For EMNIST, we use the `bymerge` split.

In [None]:
dataset: str = "MNIST"
eps: float = 0.1
learning_rate: float = 0.001
robustness_loss_weight: float = 0.5
weight_decay: float = 1e-5
batch_size: int = 128
num_epochs: tuple[int, int, int] = (0, 20, 50)
seed: int = 0

model_arch: list[tuple[str, ...]] = [
    ("conv", 32, 3),
    ("relu",),
    ("avg_pool", 2, 2),
    ("conv", 64, 3),
    ("relu",),
    ("avg_pool", 2, 2),
    ("dense", 256),
    ("relu",),
]

data_dir: str = "../.datasets"
eval_batch_size: str = 2**11

#### 1) Data
We use PyTorch to load the datasets.
Normalize the pixel values to [0, 1].

In [None]:
match dataset:
    case "MNIST":
        dataset_cls = MNIST
        input_shape = (28, 28, 1)
        num_classes = 10
    case "EMNIST":
        dataset_cls = partial(EMNIST, split="bymerge")
        input_shape = (28, 28, 1)
        num_classes = 42
    case "FashionMNIST":
        dataset_cls = FashionMNIST
        input_shape = (28, 28, 1)
        num_classes = 10
    case _:
        raise ValueError(f"Unknown dataset: {dataset}.")

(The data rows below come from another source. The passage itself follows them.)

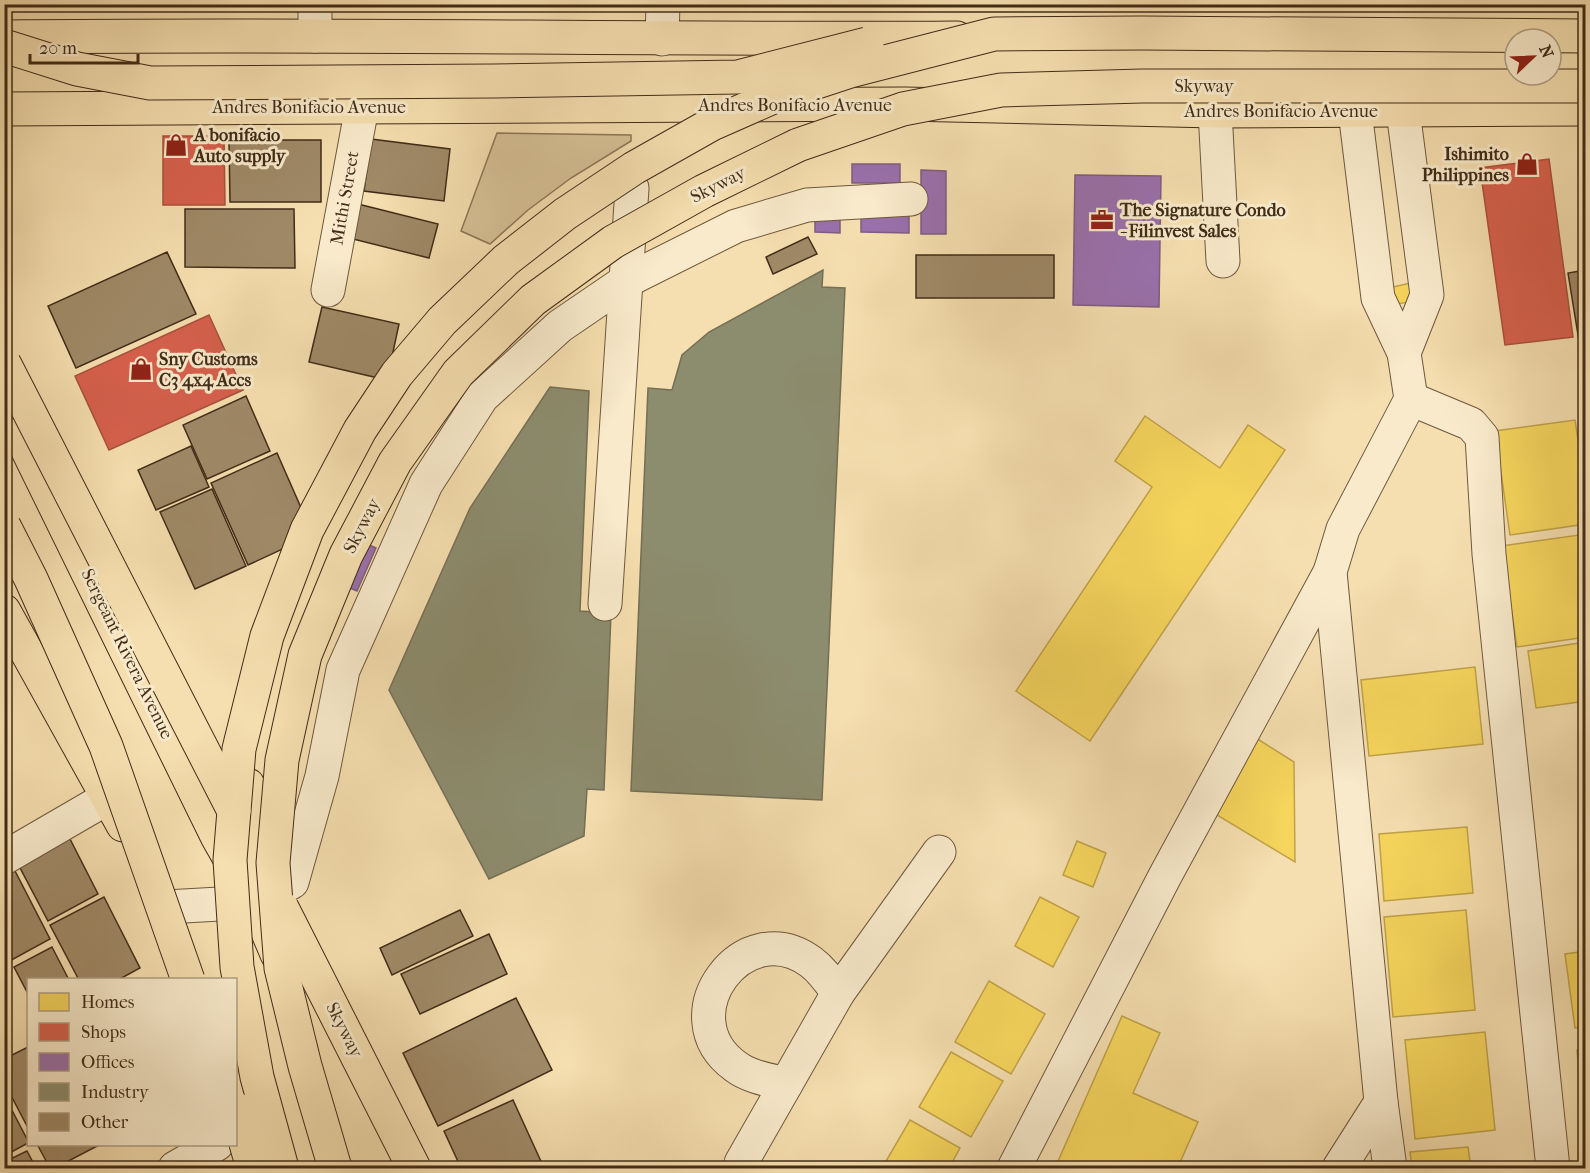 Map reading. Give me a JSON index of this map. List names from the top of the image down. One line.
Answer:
{"streets":{"main road":["Skyway","Andres Bonifacio Avenue","Sergeant Rivera Avenue"],"street":["Mithi Street"]},"crossings":[["Andres Bonifacio Avenue","Mithi Street"]],"places":{"shop":["A bonifacio Auto supply","Ishimito Philippines","Sny Customs C3 4x4 Accs"],"office":["The Signature Condo - Filinvest Sales"]},"legend":["Homes","Shops","Offices","Industry","Other"],"scale_bar":"20 m","north":"top right"} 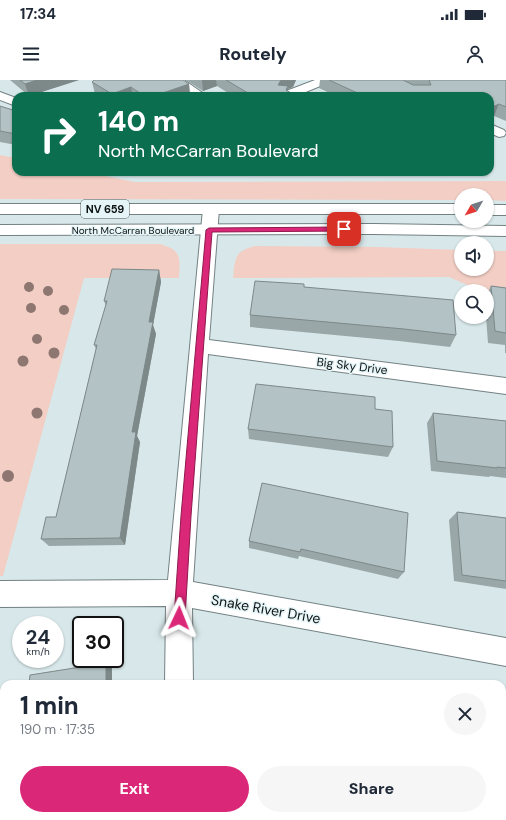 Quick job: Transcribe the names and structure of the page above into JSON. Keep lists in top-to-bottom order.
{
  "streets": {
    "street": [
      "NV 659",
      "North McCarran Boulevard",
      "Big Sky Drive",
      "Snake River Drive"
    ]
  },
  "north": "bottom left",
  "page": {
    "status": "17:34",
    "header": "Routely",
    "turn": ["140 m", "North McCarran Boulevard"],
    "speed": "24 km/h",
    "limit": "30",
    "heading": ["1 min", "190 m · 17:35"],
    "buttons": ["Exit", "Share"]
  }
} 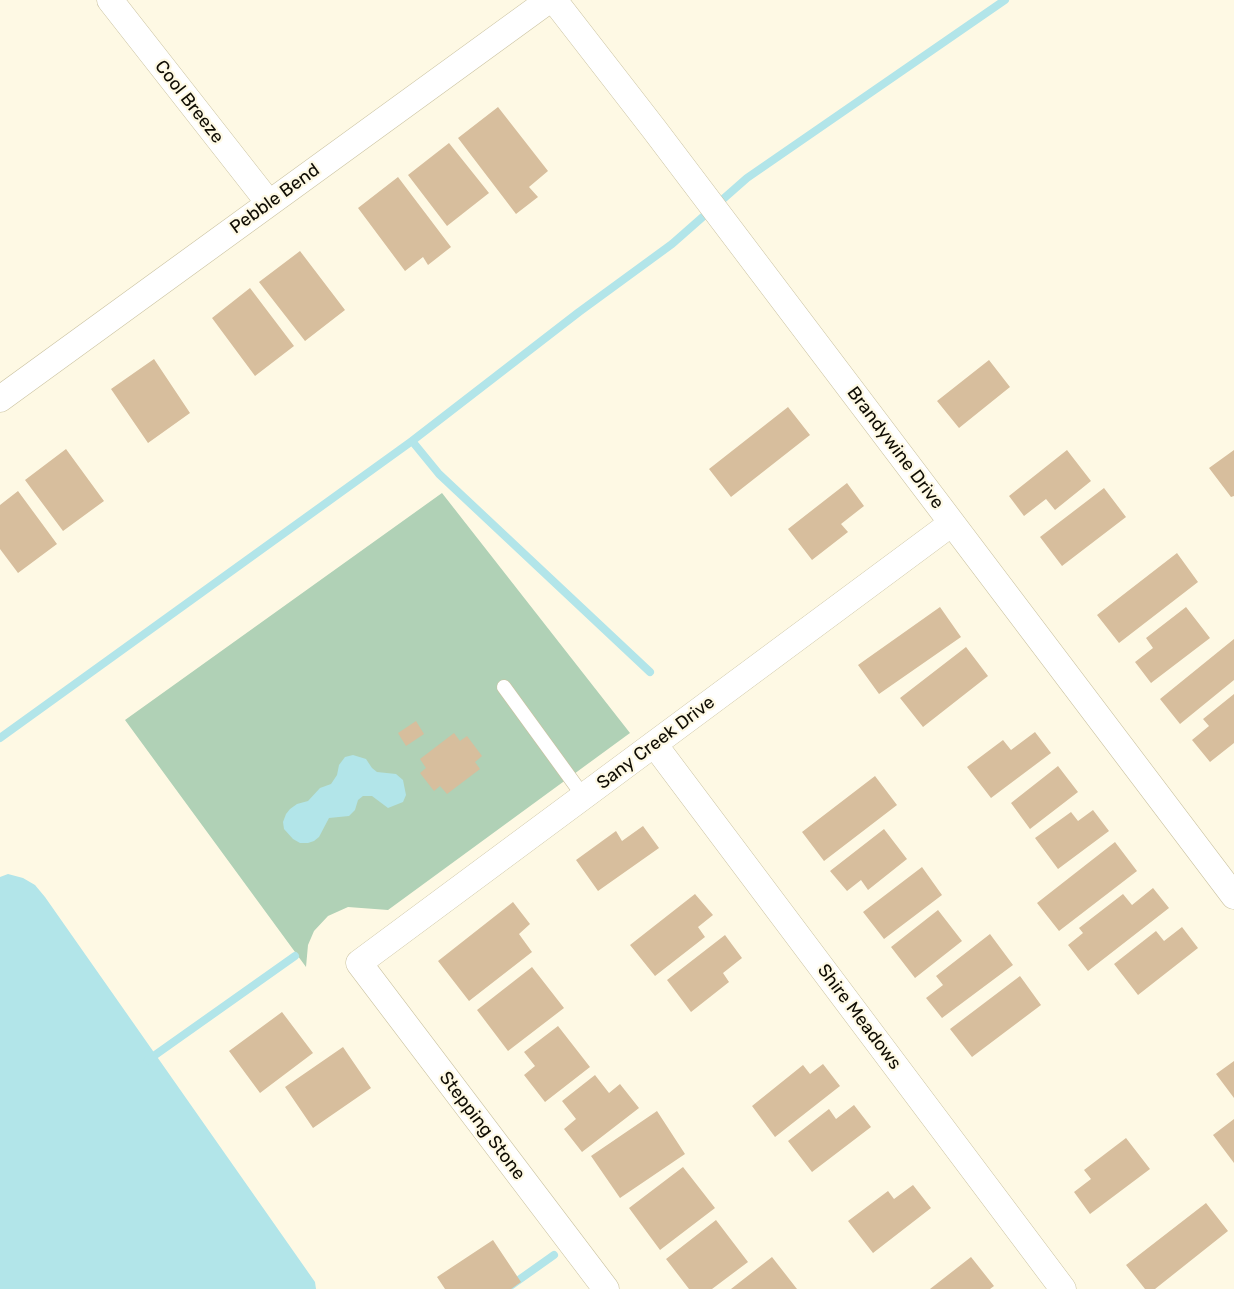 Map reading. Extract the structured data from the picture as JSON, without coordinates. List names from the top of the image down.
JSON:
{
  "streets": {
    "street": [
      "Cool Breeze",
      "Pebble Bend",
      "Brandywine Drive",
      "Sany Creek Drive",
      "Shire Meadows",
      "Stepping Stone"
    ]
  },
  "crossings": [
    ["Cool Breeze", "Pebble Bend"],
    ["Brandywine Drive", "Sany Creek Drive"],
    ["Sany Creek Drive", "Shire Meadows"],
    ["Sany Creek Drive", "Stepping Stone"]
  ]
} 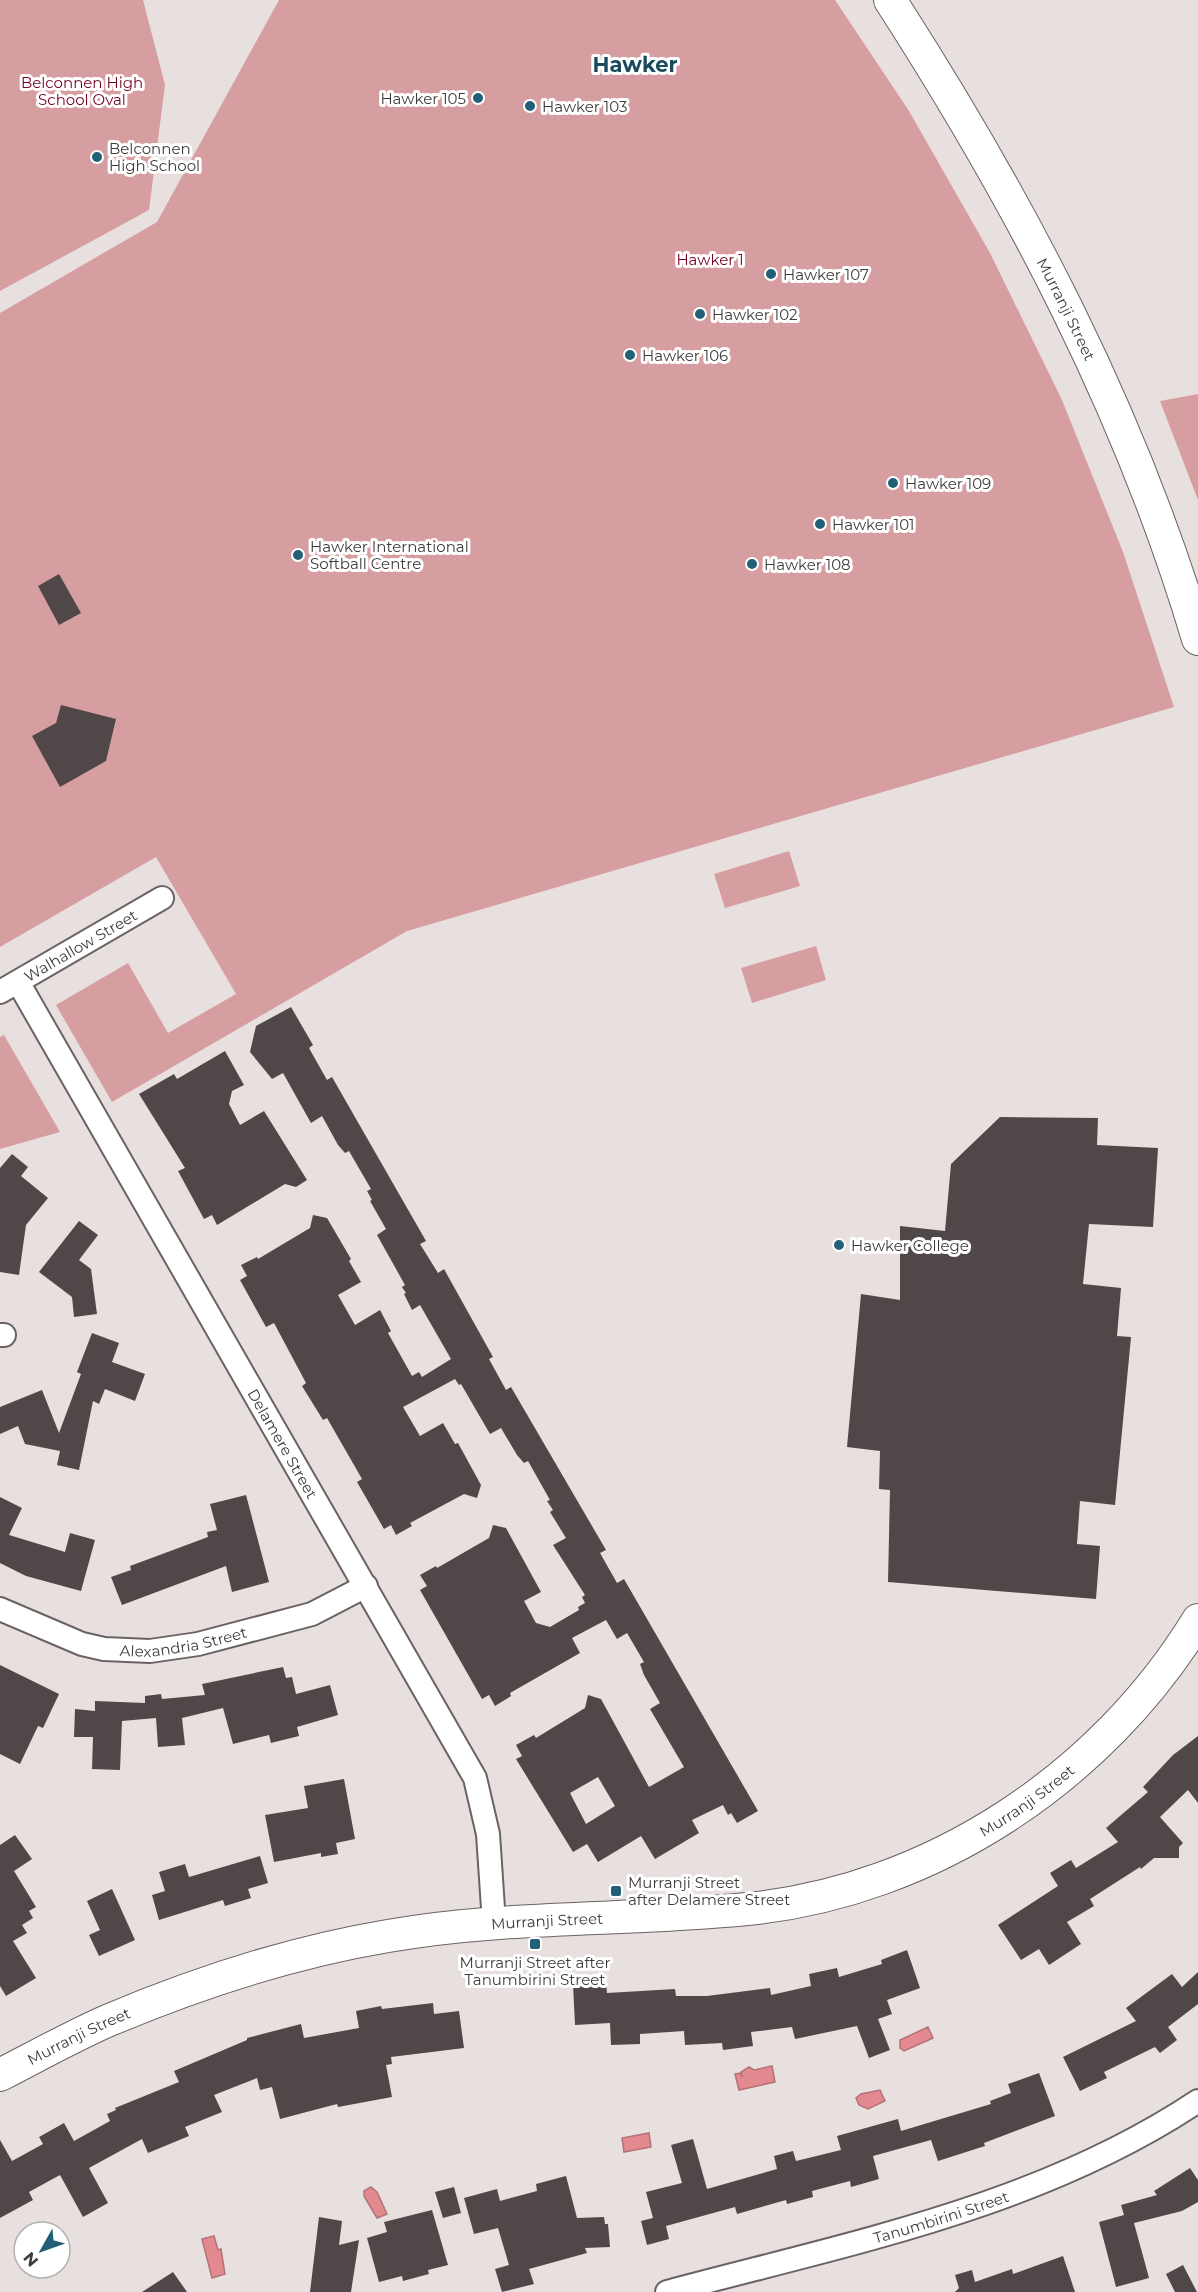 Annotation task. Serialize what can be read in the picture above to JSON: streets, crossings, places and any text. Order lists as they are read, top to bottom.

def load_data() -> tuple[jnp.ndarray, jnp.ndarray, jnp.ndarray, jnp.ndarray]:
    """
    Load the training and test datasets.

    Returns: Training set images, training set labels, test set images,
        test set labels
    """
    data_train = dataset_cls(data_dir, train=True, download=True)
    data_test = dataset_cls(data_dir, train=False, download=True)

    x_train = data_train.data.numpy()
    y_train = data_train.targets.numpy()
    x_test = data_test.data.numpy()
    y_test = data_test.targets.numpy()

    # Normalize the data
    x_train = x_train / 255.0
    x_test = x_test / 255.0

    return x_train, y_train, x_test, y_test

#### 2) IBP Initialization
This code is based on https://github.com/jax-ml/jax/blob/5a2e5a5a94f78c96871a63a8a730164f1445d7a6/jax/_src/nn/initializers.py


In [None]:
def _compute_fans(
    shape: Sequence[int],
    in_axis: int | Sequence[int] = -2,
    out_axis: int | Sequence[int] = -1,
    batch_axis: int | Sequence[int] = (),
) -> tuple[float, float]:
    """
    Compute effective input and output sizes for a linear or convolutional layer.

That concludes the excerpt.